Created attachment 207200 [details]
nvme resume patch
CURRENT r351747 fixes the 30s delay after resume for some users.
12.0-STABLE currently does not resume properly for me due to some other problem that I have not investigated, but unrelated to nvme (12.0-RELEASE works, but with the nvme timeout delay).
I applied the changes to 12.0-STABLE and then copied the entire sys/dev/nvme to my 12.0-RELEASE src tree. After rebuild and install, the nvme timeout problem is fixed. I assume this would work just as well on full 12.0-STABLE, but I can't test this just yet.
Note: base r351747 has "MFC After: 1 week" noted in the commit log message, so MFC is anticipated.

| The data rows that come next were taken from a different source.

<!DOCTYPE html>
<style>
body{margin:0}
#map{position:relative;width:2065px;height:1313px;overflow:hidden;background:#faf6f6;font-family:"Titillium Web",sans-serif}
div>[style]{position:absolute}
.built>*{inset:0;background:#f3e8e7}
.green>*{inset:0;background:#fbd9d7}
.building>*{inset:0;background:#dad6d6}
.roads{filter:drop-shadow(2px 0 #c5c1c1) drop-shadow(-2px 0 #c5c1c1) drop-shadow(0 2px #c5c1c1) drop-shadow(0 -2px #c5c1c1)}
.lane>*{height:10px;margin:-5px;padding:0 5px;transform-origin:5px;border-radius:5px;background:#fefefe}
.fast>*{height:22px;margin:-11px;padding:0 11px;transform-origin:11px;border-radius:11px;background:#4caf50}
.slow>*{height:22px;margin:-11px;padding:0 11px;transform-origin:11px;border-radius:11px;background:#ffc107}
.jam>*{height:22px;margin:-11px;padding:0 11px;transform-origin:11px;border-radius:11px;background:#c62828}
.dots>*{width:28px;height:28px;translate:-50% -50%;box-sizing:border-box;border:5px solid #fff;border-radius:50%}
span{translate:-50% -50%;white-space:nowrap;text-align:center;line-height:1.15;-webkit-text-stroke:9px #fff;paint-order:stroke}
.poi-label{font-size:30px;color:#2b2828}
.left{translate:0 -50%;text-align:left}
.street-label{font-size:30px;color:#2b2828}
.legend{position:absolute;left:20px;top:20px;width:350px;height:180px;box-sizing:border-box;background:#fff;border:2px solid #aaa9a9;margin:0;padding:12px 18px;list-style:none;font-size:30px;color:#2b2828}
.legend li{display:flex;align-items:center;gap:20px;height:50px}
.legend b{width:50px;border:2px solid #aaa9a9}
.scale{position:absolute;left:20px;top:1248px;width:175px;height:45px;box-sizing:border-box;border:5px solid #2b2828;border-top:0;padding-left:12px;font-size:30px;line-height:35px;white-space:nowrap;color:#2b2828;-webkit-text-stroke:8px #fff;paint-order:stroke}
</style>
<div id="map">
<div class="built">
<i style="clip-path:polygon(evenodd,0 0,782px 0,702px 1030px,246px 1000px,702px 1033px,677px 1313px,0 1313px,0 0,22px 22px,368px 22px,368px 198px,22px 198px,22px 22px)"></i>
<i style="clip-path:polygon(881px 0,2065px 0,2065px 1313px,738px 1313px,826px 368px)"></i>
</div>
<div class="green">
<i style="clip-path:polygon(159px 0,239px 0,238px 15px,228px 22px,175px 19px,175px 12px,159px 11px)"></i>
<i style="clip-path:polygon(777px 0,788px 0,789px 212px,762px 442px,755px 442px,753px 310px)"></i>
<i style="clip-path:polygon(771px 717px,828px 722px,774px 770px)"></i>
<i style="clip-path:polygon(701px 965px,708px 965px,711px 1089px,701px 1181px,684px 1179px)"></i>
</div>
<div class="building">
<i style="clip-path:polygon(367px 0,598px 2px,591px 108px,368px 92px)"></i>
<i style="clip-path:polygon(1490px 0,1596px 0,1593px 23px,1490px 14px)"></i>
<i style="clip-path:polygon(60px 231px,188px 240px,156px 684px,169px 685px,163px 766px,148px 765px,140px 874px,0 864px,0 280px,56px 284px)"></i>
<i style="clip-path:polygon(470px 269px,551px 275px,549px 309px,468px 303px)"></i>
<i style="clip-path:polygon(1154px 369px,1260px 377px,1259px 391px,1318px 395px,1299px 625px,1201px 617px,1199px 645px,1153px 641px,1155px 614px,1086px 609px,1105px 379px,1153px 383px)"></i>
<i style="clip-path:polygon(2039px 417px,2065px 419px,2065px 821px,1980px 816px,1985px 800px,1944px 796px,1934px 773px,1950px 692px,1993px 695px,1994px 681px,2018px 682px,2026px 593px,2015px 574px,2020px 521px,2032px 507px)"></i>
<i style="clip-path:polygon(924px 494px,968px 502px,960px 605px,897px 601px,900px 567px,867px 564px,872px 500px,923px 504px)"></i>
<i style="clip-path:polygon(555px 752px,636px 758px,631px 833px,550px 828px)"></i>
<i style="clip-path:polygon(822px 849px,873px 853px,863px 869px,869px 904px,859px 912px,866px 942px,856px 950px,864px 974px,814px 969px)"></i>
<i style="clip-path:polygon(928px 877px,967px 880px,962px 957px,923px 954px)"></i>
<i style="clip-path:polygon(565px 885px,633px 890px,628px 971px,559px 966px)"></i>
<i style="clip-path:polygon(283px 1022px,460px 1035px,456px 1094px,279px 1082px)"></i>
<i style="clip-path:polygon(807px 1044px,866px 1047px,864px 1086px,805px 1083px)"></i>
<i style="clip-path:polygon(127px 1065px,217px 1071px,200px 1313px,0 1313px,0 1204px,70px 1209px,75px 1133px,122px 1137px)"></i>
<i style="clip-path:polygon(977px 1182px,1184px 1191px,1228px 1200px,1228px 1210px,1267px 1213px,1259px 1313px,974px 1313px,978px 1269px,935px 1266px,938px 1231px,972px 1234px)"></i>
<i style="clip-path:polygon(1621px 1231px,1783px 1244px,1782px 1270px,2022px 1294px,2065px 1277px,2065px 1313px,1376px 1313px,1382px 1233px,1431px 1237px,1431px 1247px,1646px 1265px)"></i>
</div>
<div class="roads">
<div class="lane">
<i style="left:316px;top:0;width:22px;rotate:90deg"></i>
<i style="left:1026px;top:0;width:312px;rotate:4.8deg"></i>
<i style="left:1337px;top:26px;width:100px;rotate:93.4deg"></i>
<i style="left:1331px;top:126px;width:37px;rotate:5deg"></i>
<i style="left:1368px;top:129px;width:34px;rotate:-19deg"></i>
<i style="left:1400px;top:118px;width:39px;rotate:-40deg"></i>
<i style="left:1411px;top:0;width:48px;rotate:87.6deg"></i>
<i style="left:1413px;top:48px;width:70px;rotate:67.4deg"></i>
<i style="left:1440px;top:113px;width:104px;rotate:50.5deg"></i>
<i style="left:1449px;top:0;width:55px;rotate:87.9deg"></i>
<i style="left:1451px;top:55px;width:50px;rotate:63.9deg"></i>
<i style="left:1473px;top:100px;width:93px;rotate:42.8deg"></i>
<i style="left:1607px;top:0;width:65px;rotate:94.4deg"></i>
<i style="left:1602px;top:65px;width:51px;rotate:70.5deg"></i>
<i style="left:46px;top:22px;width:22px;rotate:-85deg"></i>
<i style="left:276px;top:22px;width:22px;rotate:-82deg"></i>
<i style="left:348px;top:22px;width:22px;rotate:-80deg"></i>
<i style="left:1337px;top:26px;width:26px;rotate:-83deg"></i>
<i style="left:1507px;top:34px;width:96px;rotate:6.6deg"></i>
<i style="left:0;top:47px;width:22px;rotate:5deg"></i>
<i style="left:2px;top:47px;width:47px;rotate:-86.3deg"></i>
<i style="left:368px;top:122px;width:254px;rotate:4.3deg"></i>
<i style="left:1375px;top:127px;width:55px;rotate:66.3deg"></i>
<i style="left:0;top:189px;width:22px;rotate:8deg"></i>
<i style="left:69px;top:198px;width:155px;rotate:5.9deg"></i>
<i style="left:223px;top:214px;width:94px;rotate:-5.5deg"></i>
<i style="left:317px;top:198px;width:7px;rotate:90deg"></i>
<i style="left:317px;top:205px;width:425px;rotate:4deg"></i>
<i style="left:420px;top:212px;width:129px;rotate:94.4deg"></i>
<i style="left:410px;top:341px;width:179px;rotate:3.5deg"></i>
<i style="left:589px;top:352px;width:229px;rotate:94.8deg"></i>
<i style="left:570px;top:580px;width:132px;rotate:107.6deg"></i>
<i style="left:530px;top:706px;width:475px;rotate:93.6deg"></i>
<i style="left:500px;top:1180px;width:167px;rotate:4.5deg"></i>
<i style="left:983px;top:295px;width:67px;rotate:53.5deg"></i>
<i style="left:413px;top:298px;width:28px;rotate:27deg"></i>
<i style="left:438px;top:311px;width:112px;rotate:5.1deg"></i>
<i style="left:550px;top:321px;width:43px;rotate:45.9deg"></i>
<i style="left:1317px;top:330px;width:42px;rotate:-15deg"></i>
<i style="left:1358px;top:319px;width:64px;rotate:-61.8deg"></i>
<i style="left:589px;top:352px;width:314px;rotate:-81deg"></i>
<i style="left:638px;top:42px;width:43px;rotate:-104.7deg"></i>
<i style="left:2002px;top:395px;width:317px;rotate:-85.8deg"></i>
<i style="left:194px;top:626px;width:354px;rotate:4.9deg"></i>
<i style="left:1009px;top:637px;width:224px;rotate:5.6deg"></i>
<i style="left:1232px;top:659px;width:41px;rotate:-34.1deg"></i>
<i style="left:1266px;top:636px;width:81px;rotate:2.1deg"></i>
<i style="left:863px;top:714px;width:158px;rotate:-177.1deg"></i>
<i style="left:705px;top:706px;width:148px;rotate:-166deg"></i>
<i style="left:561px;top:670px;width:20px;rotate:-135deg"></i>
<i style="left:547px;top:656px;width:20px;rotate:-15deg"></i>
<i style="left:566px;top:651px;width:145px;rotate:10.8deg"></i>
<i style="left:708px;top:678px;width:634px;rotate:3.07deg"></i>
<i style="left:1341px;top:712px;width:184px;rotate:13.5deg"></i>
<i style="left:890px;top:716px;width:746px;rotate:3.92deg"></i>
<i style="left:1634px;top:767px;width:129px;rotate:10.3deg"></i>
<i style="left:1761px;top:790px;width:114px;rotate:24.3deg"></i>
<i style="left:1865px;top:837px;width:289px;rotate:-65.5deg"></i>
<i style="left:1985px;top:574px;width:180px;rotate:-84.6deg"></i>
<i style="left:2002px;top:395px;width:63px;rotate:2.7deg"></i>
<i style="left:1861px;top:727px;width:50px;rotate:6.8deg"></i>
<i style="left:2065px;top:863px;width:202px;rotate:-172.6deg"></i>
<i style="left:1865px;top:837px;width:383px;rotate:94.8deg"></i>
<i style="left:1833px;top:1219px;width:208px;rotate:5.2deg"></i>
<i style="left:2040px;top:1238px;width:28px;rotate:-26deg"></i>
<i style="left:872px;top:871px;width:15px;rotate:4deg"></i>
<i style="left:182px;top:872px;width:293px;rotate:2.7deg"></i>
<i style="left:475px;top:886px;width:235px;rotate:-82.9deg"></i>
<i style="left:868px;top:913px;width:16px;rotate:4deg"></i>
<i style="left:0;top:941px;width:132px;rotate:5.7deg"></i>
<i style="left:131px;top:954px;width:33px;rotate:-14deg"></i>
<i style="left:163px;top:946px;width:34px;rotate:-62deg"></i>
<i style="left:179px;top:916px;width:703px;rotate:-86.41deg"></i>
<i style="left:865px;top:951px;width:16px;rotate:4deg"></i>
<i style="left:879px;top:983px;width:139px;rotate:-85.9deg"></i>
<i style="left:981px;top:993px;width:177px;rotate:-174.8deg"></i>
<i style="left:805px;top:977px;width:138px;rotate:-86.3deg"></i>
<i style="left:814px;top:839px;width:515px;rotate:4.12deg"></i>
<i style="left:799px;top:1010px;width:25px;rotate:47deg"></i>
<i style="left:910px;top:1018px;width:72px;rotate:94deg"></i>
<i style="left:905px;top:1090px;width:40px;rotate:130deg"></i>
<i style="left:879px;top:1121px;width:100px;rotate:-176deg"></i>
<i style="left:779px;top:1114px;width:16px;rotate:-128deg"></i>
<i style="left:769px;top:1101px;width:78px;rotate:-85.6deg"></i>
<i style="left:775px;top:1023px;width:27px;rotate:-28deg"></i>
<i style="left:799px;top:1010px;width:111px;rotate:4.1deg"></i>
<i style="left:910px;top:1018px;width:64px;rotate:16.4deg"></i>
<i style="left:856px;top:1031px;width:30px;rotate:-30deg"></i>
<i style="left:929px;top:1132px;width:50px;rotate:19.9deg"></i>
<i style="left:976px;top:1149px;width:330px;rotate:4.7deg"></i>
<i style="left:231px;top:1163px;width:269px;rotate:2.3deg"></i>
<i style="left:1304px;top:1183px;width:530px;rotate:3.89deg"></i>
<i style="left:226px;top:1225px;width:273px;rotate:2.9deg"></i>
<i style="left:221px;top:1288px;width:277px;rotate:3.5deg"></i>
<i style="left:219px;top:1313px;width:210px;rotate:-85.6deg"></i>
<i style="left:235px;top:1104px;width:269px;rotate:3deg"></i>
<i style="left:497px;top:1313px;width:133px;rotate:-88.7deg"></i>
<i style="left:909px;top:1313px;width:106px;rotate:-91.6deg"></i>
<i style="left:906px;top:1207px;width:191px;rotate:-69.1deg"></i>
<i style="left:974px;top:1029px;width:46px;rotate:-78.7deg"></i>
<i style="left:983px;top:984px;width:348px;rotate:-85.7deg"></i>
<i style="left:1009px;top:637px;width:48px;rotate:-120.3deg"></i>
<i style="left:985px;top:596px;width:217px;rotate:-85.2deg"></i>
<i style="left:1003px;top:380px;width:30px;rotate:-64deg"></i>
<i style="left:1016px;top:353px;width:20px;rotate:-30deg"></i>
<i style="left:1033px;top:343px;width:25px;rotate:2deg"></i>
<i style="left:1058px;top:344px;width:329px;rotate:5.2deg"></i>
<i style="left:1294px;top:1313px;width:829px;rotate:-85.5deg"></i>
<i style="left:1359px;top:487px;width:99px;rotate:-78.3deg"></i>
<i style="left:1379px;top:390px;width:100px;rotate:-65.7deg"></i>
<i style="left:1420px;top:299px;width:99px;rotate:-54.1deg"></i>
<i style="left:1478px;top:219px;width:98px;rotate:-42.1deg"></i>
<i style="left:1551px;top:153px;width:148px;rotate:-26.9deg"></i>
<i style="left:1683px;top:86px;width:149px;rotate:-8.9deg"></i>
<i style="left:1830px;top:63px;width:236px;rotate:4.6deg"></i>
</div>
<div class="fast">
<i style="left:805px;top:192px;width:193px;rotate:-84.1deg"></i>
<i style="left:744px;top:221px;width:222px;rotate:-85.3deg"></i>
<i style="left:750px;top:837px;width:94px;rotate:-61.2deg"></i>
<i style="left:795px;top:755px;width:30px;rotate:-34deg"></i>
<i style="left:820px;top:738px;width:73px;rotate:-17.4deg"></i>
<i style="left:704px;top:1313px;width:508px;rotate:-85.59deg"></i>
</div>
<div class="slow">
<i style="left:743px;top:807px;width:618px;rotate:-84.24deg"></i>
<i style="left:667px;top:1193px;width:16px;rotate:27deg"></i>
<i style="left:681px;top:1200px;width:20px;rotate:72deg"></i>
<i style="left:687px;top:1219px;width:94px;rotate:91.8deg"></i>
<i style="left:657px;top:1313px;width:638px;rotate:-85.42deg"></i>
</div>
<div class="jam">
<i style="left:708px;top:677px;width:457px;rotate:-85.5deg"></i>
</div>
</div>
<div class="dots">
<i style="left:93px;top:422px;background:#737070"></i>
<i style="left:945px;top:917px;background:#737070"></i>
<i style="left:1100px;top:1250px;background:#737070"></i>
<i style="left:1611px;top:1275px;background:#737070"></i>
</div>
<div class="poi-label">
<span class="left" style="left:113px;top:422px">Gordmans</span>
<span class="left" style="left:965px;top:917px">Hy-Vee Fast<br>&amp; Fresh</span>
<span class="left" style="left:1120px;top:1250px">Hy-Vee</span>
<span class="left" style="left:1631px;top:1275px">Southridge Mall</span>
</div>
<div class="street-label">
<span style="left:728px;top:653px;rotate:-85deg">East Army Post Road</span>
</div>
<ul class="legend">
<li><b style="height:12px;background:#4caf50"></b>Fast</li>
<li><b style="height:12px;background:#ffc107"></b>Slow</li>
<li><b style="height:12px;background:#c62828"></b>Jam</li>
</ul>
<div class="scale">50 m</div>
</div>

^Triage: Assign to base r351747 committer
A commit references this bug:
Date: Thu Sep 5 23:40:39 UTC 2019
New revision: 351914
Implement nvme suspend / resume for pci attachment
Note: this is merged ~9 hours early due to a desire to have it in before feature
freeze in 20 minutes. Several reports of it working in current (and one that it
worked in -stable after copying all of -current's nvme driver) gives me
confidence that bending the rules a little here is the right trade-off.
Merge to 12. Will not merge to 11. It's too much work: the bigendian changes made the driver too different and we can't MFC that change because it totally breaks compatibility. This change depends on other changes and I simply do not have the time to sort it all out.
(No relevance to 11, but)
Minor clarification: I am using -stable's nvme driver on 12-release, not -current's driver on -stable.
Great to see it has made it in in time for 12.1 release.
Theron: if you could test out the now-stable driver on 12.0, that would be great. The suspend / resume code follows the standard-recommended sequence now to shutdown the card and to restart it and rebuild all the host-initialized data structures in the card before continuing. 95% of the issues likely would heave been resolved by tossing a nvme_ctlr_hw_reset() in the resume path, but those other 5% of cases can lead to data corruption...
(In reply to Warner Losh from comment #5)
"test out the now-stable driver on 12.0"
I'm not exactly sure whether you meant to test on 12.0-RELEASE or the latest -stable (which is now 12.1).
Now I am running -stable (12.1-PRERELEASE #0 r352026M) with working resume (my previous problem was from foolishly leaving -release tree in /usr/src and rebuilding drm-kmod against it).
The nvme timeout problem appears fully fixed. No timeout after resume, and no nvme messages from kernel, even if suspending in the middle of something like "dd if=/dev/urandom of=temp bs=1".
Unfortunately the problem in 12-STABLE / 12.1-RELEASE is not actually fixed: I just tried again with (FreeBSD 12.1-PRERELEASE #6 r352026M) (old, but the one I said I tested before) and just had the problem. It is an intermittent issue, so I guess I just happened to not encounter it after several tests before.